Social Security Reform

March 8, 2005 • Commentary
This article originally appeared in the Washington Times on March 8, 2005.

Republican lawmakers reportedly are facing skepticism in their home districts about Social Security reform and have returned to Washington from their congressional break ready to express their nervousness to the newspapers. Did they really think, though, that reforming the “crown jewel” of the New Deal would be a skip in the park?

Major reform requires political toughness and tenacity and a real thoughtfulness when it comes to explaining why change is necessary. Alas, neither congressional Republicans nor the White House has excelled at presenting the case for reform. They are failing to draw on the rich populist themes of the dignity of ownership and the right to dispose of one’s own earnings and savings that can win the political debate.

Recent opinion polls attest to that: Instead of strengthening majorities in favor of reform and the introduction of individual accounts, Republican communication efforts in the last month have weakened pro‐​reform majorities. The opposition to reform is in lock‐​step unity in its labors to sow fear, while the Republican Party has strayed off message and is publicly seen negotiating with itself about how to go about reforming Social Security.

With the White House insisting that everything is on the table — from raising the payroll‐​tax cap to add‐​on accounts — the administration is bewildering ordinary Americans, who wonder what it is the president is asking them to support.

In the past few weeks, Republican lawmakers have been demoralizing themselves with defeatist talk about putting off reform until next year, as if it would be any easier in the run‐​up to mid‐​term elections to enact change. Defensiveness has reached even the ranks of the congressional Republican leadership with Senate Majority Leader Bill Frist and House Majority Leader Tom DeLay warning last week that the overhaul could take much longer than expected.

Former British Prime Minister Margaret Thatcher, whose policies have been influential in shaping the “Ownership Society” ideas of the Bush administration, used to give short shrift to naysayers within her own party who allowed opposition to scare them. She would dub them Nervous Nellies, arguing, in the words of one her former speechwriters, that “if you set about things in a wet way, then of course you would lose.”

Mrs. Thatcher’s clarity of purpose was based on her belief that what people wanted from a government was for it to have the courage of its own convictions. Her exasperation would mount when she was told by cabinet colleagues that nothing could be done about overweening trade union power, lame‐​duck nationalized industries, inflation, high taxes or the dependency culture of a welfare state. Conservative naysayers were as shocked as Britain’s Labor politicians when it turned out that the Iron Lady was totally serious about allowing tenants to buy their state‐​owned homes, arguably the biggest of her big ideas and a reform that established the basis of a new political demography in Britain.
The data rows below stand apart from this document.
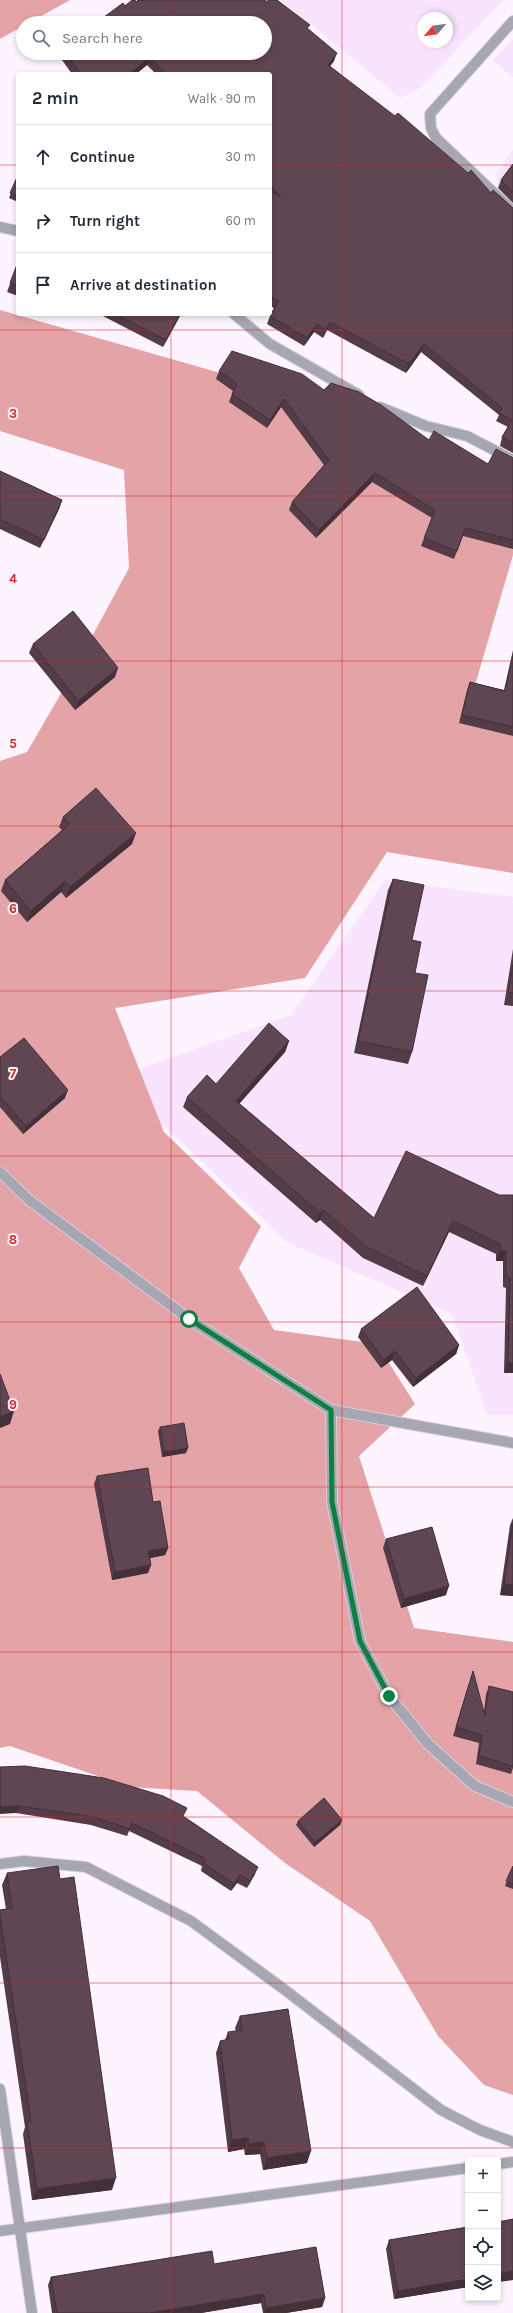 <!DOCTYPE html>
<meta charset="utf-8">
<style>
body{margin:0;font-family:Karla,sans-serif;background:#f2f2f3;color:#1f2937}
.controls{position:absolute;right:12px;bottom:12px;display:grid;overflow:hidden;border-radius:4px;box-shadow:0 2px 6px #0003}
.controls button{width:36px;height:36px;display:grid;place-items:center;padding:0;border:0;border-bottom:1px solid #e0e1e3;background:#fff;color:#1f2937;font:20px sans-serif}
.compass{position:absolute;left:417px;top:12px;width:36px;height:36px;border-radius:50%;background:#fff;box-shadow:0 2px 6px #0003;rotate:241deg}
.stop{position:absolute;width:12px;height:12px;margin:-9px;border:3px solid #0b8043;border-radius:50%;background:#fff}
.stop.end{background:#0b8043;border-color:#fff;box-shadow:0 1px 4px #0008}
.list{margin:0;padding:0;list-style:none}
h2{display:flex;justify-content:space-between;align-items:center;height:52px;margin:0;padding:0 16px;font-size:17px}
h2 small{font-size:13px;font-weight:400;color:#747a83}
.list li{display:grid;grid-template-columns:26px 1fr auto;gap:12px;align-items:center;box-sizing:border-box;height:64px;padding:0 16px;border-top:1px solid #e0e1e3}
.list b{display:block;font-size:15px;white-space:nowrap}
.list em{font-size:13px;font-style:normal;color:#747a83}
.icon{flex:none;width:22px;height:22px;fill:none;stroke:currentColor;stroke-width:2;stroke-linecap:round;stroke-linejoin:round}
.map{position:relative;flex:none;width:513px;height:2313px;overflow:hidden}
.search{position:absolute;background:#fff;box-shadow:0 2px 6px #0003;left:16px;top:16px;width:256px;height:44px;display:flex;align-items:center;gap:10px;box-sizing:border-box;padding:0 14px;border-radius:22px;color:#747a83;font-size:15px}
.panel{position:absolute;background:#fff;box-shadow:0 2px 6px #0003;left:16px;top:72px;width:256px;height:244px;border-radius:4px}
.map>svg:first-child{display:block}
.built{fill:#f9e4ff;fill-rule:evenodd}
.forest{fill:#e4a3a6}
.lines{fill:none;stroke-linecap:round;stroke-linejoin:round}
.minor-casing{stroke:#d9d0db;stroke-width:12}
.minor{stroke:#a7a6b3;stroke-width:10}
.wall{fill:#533b47}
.shaded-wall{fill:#433039}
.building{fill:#604552;stroke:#433039}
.route{stroke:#0b8043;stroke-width:5}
.grid{fill:none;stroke:#d62828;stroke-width:1;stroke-opacity:0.55}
.grid-label{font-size:13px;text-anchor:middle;font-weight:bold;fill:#d62828;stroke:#fdf4ff;stroke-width:4;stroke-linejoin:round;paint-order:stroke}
</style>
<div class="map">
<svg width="513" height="2313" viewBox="0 0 513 2313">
<rect width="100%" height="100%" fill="#fdf4ff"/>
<g class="built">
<path d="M281 0H503L422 87 400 98ZM423 18H447V42H423Z"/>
<polygon points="513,39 513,78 493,60"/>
<polygon points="513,149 513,197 499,186 496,174"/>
<polygon points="385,880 513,897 513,1415 487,1415 452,1314 288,1243 113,1078 291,1015"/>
</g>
<g class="forest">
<polygon points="0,0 70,0 29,23 23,23 23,26 0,39"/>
<polygon points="0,310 217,372 513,529 513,555 471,699 513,709 513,873 387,852 305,978 115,1008 164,1132 261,1226 239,1268 274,1330 377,1344 415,1404 359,1456 414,1628 513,1642 513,2095 484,2085 438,2036 370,1921 285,1863 197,1791 130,1787 10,1746 0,1748 0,761 27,752 63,690 129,568 124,470 0,431"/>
</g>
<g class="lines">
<defs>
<g id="minor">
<polyline points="513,21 430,114 431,128 436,138 513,211"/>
<polyline points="0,227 18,231"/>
<polyline points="234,314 270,344 359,395"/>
<polyline points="380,407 426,426 467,436 513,460"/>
<polyline points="0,1172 29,1200 189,1319 331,1410 513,1443"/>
<polyline points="331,1410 332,1502 360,1641 389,1696 428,1744 475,1786 513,1802"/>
<polyline points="0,1864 24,1861 86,1867 191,1921 285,1990 441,2110 480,2130 513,2142"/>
<polyline points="0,2089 32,2313"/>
<polyline points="498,2164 513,2162"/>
<polyline points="0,2231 468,2168"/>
</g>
</defs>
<use href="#minor" class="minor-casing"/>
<use href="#minor" class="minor"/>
</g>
<g class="wall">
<polygon points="136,2 308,29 334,61 330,66 491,193 513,208 513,453 500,446 502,437 508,427 496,421 499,415 421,352 406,373 327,330 323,338 314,332 304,346 267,324 270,316 274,308 270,306 270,74 156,74 147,65 136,74 72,74 57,53 265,53 125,6"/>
<polygon points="513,164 513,203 498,188 501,180"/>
<polygon points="18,175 18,202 9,198"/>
<polygon points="18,262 18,296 7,292"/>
<polygon points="99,314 181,314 163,347"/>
<polygon points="219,371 324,390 429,440 488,464 513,458 513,549 463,536 454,559 421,546 432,518 372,482 316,538 289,510 292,502 324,465 281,407 267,428 229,402 233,391 216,379"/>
<polygon points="0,471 62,500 59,509 40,548 0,529"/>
<polygon points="33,644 115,677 75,710 29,653"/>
<polygon points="513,650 513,736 459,723 467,690 470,682 504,690"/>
<polygon points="63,817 132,844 66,898 61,892 27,922 1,891 5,880 62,830 59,827"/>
<polygon points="393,879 412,940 415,973 412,1052 408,1064 354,1053 388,890"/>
<polygon points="513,949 513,1006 504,1005"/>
<polygon points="289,1041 285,1052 239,1103 374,1218 499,1195 513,1195 513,1373 504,1373 506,1288 503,1287 503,1261 496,1261 496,1254 449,1232 423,1286 363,1258 320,1220 316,1223 183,1107 187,1097 216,1084"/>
<polygon points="0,1057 65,1098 23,1134 0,1107"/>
<polygon points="361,1329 459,1345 456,1354 413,1387 392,1360 381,1368 358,1337"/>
<polygon points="160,1427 186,1453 162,1457 158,1431"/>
<polygon points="97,1476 153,1502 168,1548 165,1555 150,1558 151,1565 148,1573 112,1580 94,1484"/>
<polygon points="513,1518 513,1596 500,1595 510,1525"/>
<polygon points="386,1539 446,1595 401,1608 383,1548"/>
<polygon points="473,1671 484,1711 486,1694 489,1686 513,1692 513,1768 511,1774 476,1764 479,1743 453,1736"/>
<polygon points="0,1767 184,1817 255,1874 247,1888 237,1883 231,1891 201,1871 202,1866 129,1831 127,1836 91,1825 16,1813"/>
<polygon points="342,1820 340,1825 314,1847 296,1825 298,1821"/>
<polygon points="513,1866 513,1889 505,1886"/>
<polygon points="7,1873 60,1879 112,2190 32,2200 23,2134 25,2127 0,1957 0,1910 6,1909 2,1885"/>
<polygon points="240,2016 307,2163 263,2170 260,2154 245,2155 244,2149 228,2152 216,2053 220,2041 225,2040 228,2032 236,2031 235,2028"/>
<polygon points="468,2227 468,2287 394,2299 386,2249 389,2240"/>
<polygon points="214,2264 325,2298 322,2307 286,2313 263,2313 261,2303 201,2313 52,2313 48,2285 51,2277"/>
</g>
<g class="shaded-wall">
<polygon points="337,53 334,61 325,73 328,65"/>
<polygon points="150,57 147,65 136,74 129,74"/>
<polygon points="180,314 181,314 163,347 166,340"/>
<polygon points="330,322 327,330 323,338 326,330"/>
<polygon points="317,324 314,332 304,346 307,338"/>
<polygon points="424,344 421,352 406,373 409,364"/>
<polygon points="284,399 281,407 267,428 270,420"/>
<polygon points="375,473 372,482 316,538 319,530"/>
<polygon points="62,500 59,509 40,548 44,540"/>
<polygon points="118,668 115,677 75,710 78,701"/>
<polygon points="136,833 132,844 66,898 70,887"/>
<polygon points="65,881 61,892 27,922 31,911"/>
<polygon points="289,1041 285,1052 233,1111 236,1101"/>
<polygon points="68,1090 65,1098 23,1134 26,1126"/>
<polygon points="323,1210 320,1220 316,1223 320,1213"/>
<polygon points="453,1221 449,1232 423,1286 427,1276"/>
<polygon points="500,1251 506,1251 503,1261 496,1261"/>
<polygon points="459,1345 456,1354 413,1387 416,1378"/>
<polygon points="395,1351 392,1360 381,1368 384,1360"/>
<polygon points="508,1363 513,1363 513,1373 504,1373"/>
<polygon points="14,1411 10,1424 0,1428 0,1417"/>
<polygon points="188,1448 186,1453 162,1457 164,1452"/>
<polygon points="168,1548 165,1555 146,1559 148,1551"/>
<polygon points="151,1565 148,1573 112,1580 115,1572"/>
<polygon points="504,1584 513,1585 513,1596 500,1595"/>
<polygon points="449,1586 446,1595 401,1608 404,1599"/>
<polygon points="19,1806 16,1813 0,1814 0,1807"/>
<polygon points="342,1820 340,1825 314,1847 315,1842"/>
<polygon points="258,1867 255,1874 247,1888 250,1881"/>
<polygon points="240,1875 237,1883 231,1891 234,1884"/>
<polygon points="248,2138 244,2149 228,2152 232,2140"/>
<polygon points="264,2142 260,2154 245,2155 249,2144"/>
<polygon points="311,2151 307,2163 263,2170 267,2158"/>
<polygon points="116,2178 112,2190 32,2200 37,2189"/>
<polygon points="513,2271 513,2280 498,2282 498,2274"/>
<polygon points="468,2279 468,2287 394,2299 398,2291"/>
<polygon points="264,2294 261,2303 201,2313 150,2313"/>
<polygon points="325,2298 322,2307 286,2313 264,2313 266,2308"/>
</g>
<g class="building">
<polygon points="132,0 135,0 136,2 138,0 265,0 267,2 268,0 277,0 310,25 307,28 337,53 328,65 395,116 398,113 468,173 471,170 491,193 493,190 513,208 513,443 502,437 512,420 499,413 502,408 424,344 409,364 330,322 326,330 317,324 307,338 270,316 279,301 270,296 270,191 281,197 270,185 270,74 166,74 150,57 129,74 81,74 66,53 265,53 265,23 96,23 123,3 125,6"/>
<polygon points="513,164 513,192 501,180"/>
<polygon points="18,175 18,196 10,193"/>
<polygon points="18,262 18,286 10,283"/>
<polygon points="115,314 180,314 166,340"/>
<polygon points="232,351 302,374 324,390 331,383 359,392 381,405 429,440 434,431 488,464 496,449 513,458 513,540 465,528 457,551 424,538 435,510 375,473 319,530 292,502 329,460 284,399 270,420 232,394 237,384 219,371"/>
<polygon points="0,471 62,500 44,540 0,519"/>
<polygon points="73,611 118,668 78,701 33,644"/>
<polygon points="513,655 513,727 462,715 470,682 505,691"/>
<polygon points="96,788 136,833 70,887 65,881 31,911 5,880 70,824 63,817"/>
<polygon points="393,879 424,885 412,940 421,942 415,973 428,975 412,1052 358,1041"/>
<polygon points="513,965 513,993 508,992"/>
<polygon points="269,1023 289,1041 236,1101 374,1218 406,1151 499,1195 513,1195 513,1363 508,1363 510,1278 506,1277 506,1251 500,1251 500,1244 453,1221 427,1276 367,1247 323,1210 320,1213 187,1097 207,1075 216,1084"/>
<polygon points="24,1038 68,1090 26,1126 0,1096 0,1057"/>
<polygon points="417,1287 459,1345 416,1378 395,1351 384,1360 361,1329"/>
<polygon points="0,1374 14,1411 0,1417"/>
<polygon points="184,1423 188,1448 164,1452 160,1427"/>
<polygon points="148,1468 153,1502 160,1501 168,1548 148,1551 151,1565 115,1572 97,1476"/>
<polygon points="513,1523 513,1585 504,1584"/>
<polygon points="432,1527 449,1586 404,1599 386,1539"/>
<polygon points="473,1671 485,1716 489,1686 513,1692 513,1766 479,1756 482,1735 456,1727"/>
<polygon points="25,1766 104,1778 163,1796 187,1808 183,1816 258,1867 250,1881 240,1875 234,1884 204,1863 206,1859 132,1823 130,1829 94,1817 19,1806 0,1807 0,1767"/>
<polygon points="324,1798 342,1820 315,1842 298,1821"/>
<polygon points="58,1866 60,1879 74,1877 116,2178 37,2189 27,2122 31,2121 0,1916 0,1910 12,1908 7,1873"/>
<polygon points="513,1866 513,1884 506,1881"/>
<polygon points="288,2009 311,2151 267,2158 264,2142 249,2144 248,2138 232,2140 220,2041 229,2039 228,2032 242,2030 240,2016"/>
<polygon points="513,2219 513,2271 498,2274 498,2222"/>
<polygon points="468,2227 468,2279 398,2291 389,2240"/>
<polygon points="316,2247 325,2298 266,2308 264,2294 150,2313 57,2313 51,2277 212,2251 214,2264"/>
</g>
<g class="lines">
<polyline class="route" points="189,1319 331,1410 332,1502 360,1641 389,1696"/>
</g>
<path class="grid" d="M171 0V23M342 0V2313M171 53V74M0 165H18M270 165H513M171 314V2313M0 330H513M0 496H513M0 661H513M0 826H513M0 991H513M0 1156H513M0 1322H513M0 1487H513M0 1652H513M0 1817H513M0 1983H513M0 2148H513"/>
<g class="grid-label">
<text x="13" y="418">3</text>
<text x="13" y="583">4</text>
<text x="13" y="748">5</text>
<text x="13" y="913">6</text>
<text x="13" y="1078">7</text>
<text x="13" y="1244">8</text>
<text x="13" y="1409">9</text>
</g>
</svg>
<div class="controls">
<button>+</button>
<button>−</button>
<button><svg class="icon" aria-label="locate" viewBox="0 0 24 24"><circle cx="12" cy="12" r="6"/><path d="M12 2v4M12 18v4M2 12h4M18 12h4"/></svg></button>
<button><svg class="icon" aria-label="layers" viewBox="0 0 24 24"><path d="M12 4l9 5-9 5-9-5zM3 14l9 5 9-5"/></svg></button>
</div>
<svg class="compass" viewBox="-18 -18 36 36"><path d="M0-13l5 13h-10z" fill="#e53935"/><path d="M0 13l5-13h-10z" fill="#747a83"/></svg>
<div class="stop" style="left:189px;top:1319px"></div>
<div class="stop end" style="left:389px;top:1696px"></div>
<div class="search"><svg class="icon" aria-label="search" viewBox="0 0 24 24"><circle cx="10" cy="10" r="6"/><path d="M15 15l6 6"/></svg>Search here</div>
<section class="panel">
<h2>2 min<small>Walk · 90 m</small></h2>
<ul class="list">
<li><svg class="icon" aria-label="ahead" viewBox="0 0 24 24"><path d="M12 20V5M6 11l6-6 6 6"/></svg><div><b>Continue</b></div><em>30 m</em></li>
<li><svg class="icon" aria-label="right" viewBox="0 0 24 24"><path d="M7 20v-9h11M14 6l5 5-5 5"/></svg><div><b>Turn right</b></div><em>60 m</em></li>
<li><svg class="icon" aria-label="arrive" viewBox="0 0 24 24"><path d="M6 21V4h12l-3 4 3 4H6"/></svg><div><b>Arrive at destination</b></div></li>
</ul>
</section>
</div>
It is that reform, council‐​house sales, that has directly inspired Karl Rove and others in the White House, according to the report in a British political magazine the Spectator. In a speech recently in Washington Mr. Rove said, “The closest analogy to what President Bush is attempting to do with his emphasis on an “ownership society” may be found in the policies of Margaret Thatcher.”

Maybe then the White House and Republicans should have the courage of their convictions and strike for the high ground, in exactly the way Mrs. Thatcher would have approached the struggle.

This doesn’t have to be as hard a sell as the White House is making it. There are three enormously popular arguments for reform with individual accounts: ownership, inheritability and choice.

Retired Americans can draw Social Security benefits, but they don’t own them, and it chafes. Many retirees insist that they earned these benefits, but in the current setup, that’s beside the point. Congress may change benefits at will, and has done so in the past. In the resistance to means testing Social Security, we see an entire political class trying to maintain the fiction that this is a meritorious retirement program, not a redistribution scheme.

The argument for inheritability polls well for a very good reason. With personal retirement accounts, the money left after a worker who dies could be passed on to children and grandchildren. Poorer workers would be able to accumulate inheritable wealth the same way their wealthier counterparts now can, by setting aside some of their payroll taxes. Memo to Republicans: You’re on the side of the poor and downtrodden; advertise this fact.

Finally, there is the powerful argument for choice. Personal retirement accounts would be voluntary. Those who fear markets could choose not to invest their portion of their Social Security payroll tax and settle for the lower benefits under the current plan, and wage earners who trust markets to deliver better returns than the government may do so. Everybody gets what they want.

Social Security reform has gotten off track because Republicans have wandered off message. Tricks, schemes and gimmicks — like add‐​on accounts, tax increases, wage cap increases and the rest — are not the keys to winning the debate over Social Security reform.